После взятия Азова были предприняты поиски удобной гавани и намечено устройство ее на мысе «Таганий рог» (нынешний Таганрогский порт).
Заметим, что под Азовом впервые обнаружились организаторские и стратегические способности Петра. Бесспорно, что в истории военно-морского искусства этот удачный опыт взаимодействия сухопутных и морских сил при осаде и взятии приморской крепости занимает свое почетное место. Неудачи англичан при подобных же попытках взять в 1691 г. Квебек (в Канаде) или в 1693 г. Сен-Пьер (на Мартинике) справедливо противопоставляются успешным действиям Петра под Азовом.1
Петр, конечно, понимал, что главная роль азовского флота заключалась в блокировании крепости с моря и в транспортировании людей и припасов с верховьев Дона и его притоков к Азову.
И когда Азов сдался, наконец, русским 19 июля 1696 г., то вся, так сказать, стратегическая и политическая недоконченность предприятия предстала воочию.
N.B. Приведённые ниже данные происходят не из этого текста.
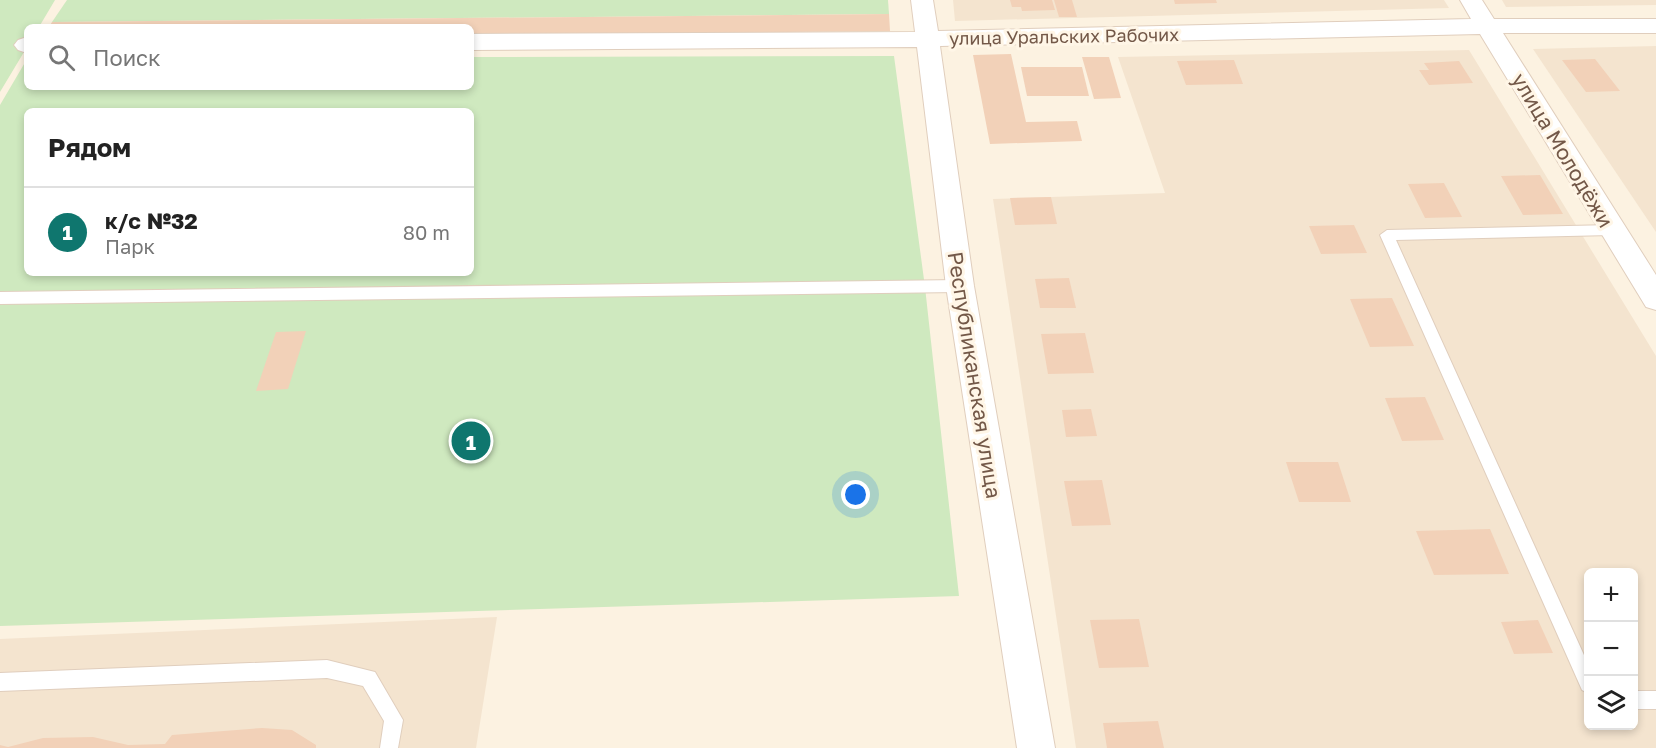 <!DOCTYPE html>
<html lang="ru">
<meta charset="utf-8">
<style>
:root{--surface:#fff;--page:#f6f6f6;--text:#222;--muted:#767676;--line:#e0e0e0;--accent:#0f766e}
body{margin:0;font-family:"Golos Text",sans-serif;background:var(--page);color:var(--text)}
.controls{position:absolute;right:18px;bottom:18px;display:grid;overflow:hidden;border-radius:9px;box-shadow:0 3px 9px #0003}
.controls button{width:54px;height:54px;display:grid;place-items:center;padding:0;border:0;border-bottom:2px solid var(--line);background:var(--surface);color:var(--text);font:30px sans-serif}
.you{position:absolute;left:856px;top:495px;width:21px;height:21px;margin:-15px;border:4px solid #fff;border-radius:50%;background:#1a73e8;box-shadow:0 0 0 9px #1a73e833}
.badge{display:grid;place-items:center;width:39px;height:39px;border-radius:50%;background:var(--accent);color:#fff;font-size:20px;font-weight:700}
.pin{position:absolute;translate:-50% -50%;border:3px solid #fff;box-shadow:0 2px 6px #0006}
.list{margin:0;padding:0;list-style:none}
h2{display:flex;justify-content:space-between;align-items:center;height:78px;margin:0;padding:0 24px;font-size:26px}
h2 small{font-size:20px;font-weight:400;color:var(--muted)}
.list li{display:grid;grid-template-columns:39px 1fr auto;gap:18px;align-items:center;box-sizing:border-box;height:90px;padding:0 24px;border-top:2px solid var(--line)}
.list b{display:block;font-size:22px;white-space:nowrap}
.list p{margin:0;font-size:20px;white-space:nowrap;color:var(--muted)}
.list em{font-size:20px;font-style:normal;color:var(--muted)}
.icon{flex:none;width:33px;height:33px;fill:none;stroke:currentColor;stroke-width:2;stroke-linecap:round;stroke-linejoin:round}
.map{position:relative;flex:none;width:1656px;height:748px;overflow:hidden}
.search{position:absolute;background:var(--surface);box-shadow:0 3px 9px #0003;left:24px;top:24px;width:450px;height:66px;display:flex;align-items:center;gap:15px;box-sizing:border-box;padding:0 21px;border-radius:9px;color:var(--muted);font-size:22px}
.panel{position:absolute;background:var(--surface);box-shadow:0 3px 9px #0003;left:24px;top:108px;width:450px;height:168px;border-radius:9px}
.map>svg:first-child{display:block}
.residential{fill:#f4e4cf;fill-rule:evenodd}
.green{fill:#cfe9bf;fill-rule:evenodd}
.building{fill:#f2d1b8}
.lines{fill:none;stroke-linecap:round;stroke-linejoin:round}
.service-casing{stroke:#e0cebd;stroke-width:2}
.minor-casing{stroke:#e0cebd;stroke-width:2}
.service{fill:#fff;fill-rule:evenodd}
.minor{fill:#fff;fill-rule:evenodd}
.labels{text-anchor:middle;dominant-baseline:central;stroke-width:6;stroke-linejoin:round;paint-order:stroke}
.far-street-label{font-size:18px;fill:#735848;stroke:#fff6e7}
.street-label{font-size:21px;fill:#735848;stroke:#fff6e7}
</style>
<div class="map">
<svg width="1656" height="748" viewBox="0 0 1656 748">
<rect width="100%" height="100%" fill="#fcf2e1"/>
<g class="residential">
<path d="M953 0H1444L1449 8 955 21Z"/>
<path d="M1502 0H1656V5L1506 7Z"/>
<path d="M1656 46V232L1533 49Z"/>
<path d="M1469 50 1656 356V748H1076L993 199 1165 193 1118 57ZM1588 572H1634V726H1588Z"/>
<path d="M497 617 476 748H0V639Z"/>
</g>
<g class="green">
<path d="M0 0H55L39 27H27V47L0 92Z"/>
<path d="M67 0H888L889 14 52 22Z"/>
<path d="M894 56 925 287 959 596 0 626V105L27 59V87H471V57ZM27 111H471V273H27Z"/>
</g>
<g class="building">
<path d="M1010 0H1052L1055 10 1022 11 1021 7H1012Z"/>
<path d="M1054 0H1072L1077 17H1059Z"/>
<path d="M1174 0H1216L1217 3 1175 4Z"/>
<path d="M889 14 890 31 471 35V27H49L52 22Z"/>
<path d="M1011 54 1026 122 1077 121 1082 141 990 144 973 55Z"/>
<path d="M1082 57H1109L1121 98 1094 99Z"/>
<path d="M1595 59 1620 91 1586 92 1562 60Z"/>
<path d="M1234 60 1243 84 1186 85 1177 61Z"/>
<path d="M1459 61 1473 83 1429 85 1419 70H1429L1424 63Z"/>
<path d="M1021 67H1082L1089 96H1027Z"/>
<path d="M1540 175 1563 214 1523 215 1501 176Z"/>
<path d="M1444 183 1462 217 1425 218 1408 184Z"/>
<path d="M1051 197 1057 224 1015 225 1010 198Z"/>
<path d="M1354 225 1367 253 1321 254 1309 226Z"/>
<path d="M1069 278 1076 308H1040L1035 279Z"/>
<path d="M1392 298 1414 346 1370 347 1350 299Z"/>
<path d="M306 331 288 389 256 391 276 332Z"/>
<path d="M1085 333 1094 373 1048 374 1041 334Z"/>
<path d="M1425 397 1444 440 1402 441 1385 398Z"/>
<path d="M1091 409 1097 436 1066 437 1062 410Z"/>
<path d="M1286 462H1338L1351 502H1299Z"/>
<path d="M1102 480 1111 525 1072 526 1064 481Z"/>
<path d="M1490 529 1509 574 1434 575 1416 531Z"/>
<path d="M1139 619 1149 667 1099 668 1090 620Z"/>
<path d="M1538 620 1553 653 1514 654 1501 622Z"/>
<path d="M1158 721 1164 748H1107L1103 723Z"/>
<path d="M262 728 292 730 316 745V748H0V745L8 747 43 738 93 737 128 745 165 744 172 735Z"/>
</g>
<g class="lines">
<g class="service-casing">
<g id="service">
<path d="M1612 225 1619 230 1612 235 1396 240 1588 664V693L1582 690 1380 235 1387 230Z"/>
<path d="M960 280 965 282 967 286 965 290 960 292 0 304V292Z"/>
<path d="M327 660 375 672 403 720 398 748H380L384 721 363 686 327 678 0 691V673Z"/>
<rect x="1634" y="691" width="22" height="18"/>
</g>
</g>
<g class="minor-casing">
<g id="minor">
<path d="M911 0H933L938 31 1471 19 1460 0H1482L1494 19H1656V33H1503L1656 275V310L1646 307 1480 34 940 46 974 286 1055 748H1017L946 286 917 47 471 50V34L915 32Z"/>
<path d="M27 37V53L18 50 14 45 18 40Z"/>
</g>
</g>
<use href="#service" class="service"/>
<use href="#minor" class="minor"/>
</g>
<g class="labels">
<g class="far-street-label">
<text transform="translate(1064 36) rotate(-1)">улица Уральских Рабочих</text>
</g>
<g class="street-label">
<text transform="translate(1563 150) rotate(59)">улица Молодёжи</text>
<text transform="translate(975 375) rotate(81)">Республиканская улица</text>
</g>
</g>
</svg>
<div class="controls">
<button>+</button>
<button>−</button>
<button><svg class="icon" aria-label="layers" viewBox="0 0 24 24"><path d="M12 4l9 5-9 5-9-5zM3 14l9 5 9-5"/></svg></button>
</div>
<div class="you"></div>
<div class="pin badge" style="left:471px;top:441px">1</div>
<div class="search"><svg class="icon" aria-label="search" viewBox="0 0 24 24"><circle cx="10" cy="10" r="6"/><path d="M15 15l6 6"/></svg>Поиск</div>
<section class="panel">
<h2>Рядом<small></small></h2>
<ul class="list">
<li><span class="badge">1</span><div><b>к/с №32</b><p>Парк</p></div><em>80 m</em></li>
</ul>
</section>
</div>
Без овладения Крымом (или, по крайней мере, Керчью) завоевание Азова очень мало приближало Россию к свободному выходу в Черное море.
Для того, чтобы продолжить борьбу с Турцией за черноморские берега, нужно было создать сильный флот, ибо, как писал Петр I в октябре 1696 г. Боярской Думе, «ничто же лучче мню быть, еже воевать морем понеже зело блиско есть и удобно многократ паче, нежели сухим путем, о чем пространно писати оставляю многих ради чесных искуснейших лиц, иже сами свидетели есть оному. К сему же потребен есть флот или караван морской, в 40 или вяще судов состоящий, о чем надобно положить не испустя времени: сколько каких судов, и со много ли дворов и торгов, и где делать»2.
В октябре 1696 г. в Москве собралась Боярская Дума, этот высший совещательный орган государства. Начав с обсуждения частного вопроса об укреплении Азова и о заселении новоприобретенной местности, Дума перешла к принципиально новой проблеме.
20 октября 1696 г. Боярской Думой были приняты «Статьи удобные, которые принадлежат к взятой крепости или фортецыи от турок Азова». Под этим скромным названием записано и постановление, имеющее большое историческое значение: «Морским судам быть, а скольким, о том справитца о числе крестьянских дворов, что за духовными и за всяких чинов людьми, о том выписать и доложить, не замотчав (не замолчав - Е. Т.)»3.
Таково было прямое законодательное последствие азовских походов.
«Морским судам быть…» Это принятое Думой предложение Петра Алексеевича и сделало дату 20 октября 1696 г. днем рождения русского регулярного военно-морского флота, покрывшего себя славой от первых же лет своего существования.
4 ноября 1696 г. Дума ввела новую (и, надо отметить, очень тяжелую) повинность для скорейшего осуществления своего принципиального постановления.
Программа судостроения, принятая Думой, сначала предусматривала постройку 52 судов, а потом была расширена: потребовалось 77 судов. Строить их должны были «кумпанства», т. е. группы землевладельцев и торговых людей, специально для этой цели создаваемые. Участие в «кумпанствах» было, конечно, обязательным.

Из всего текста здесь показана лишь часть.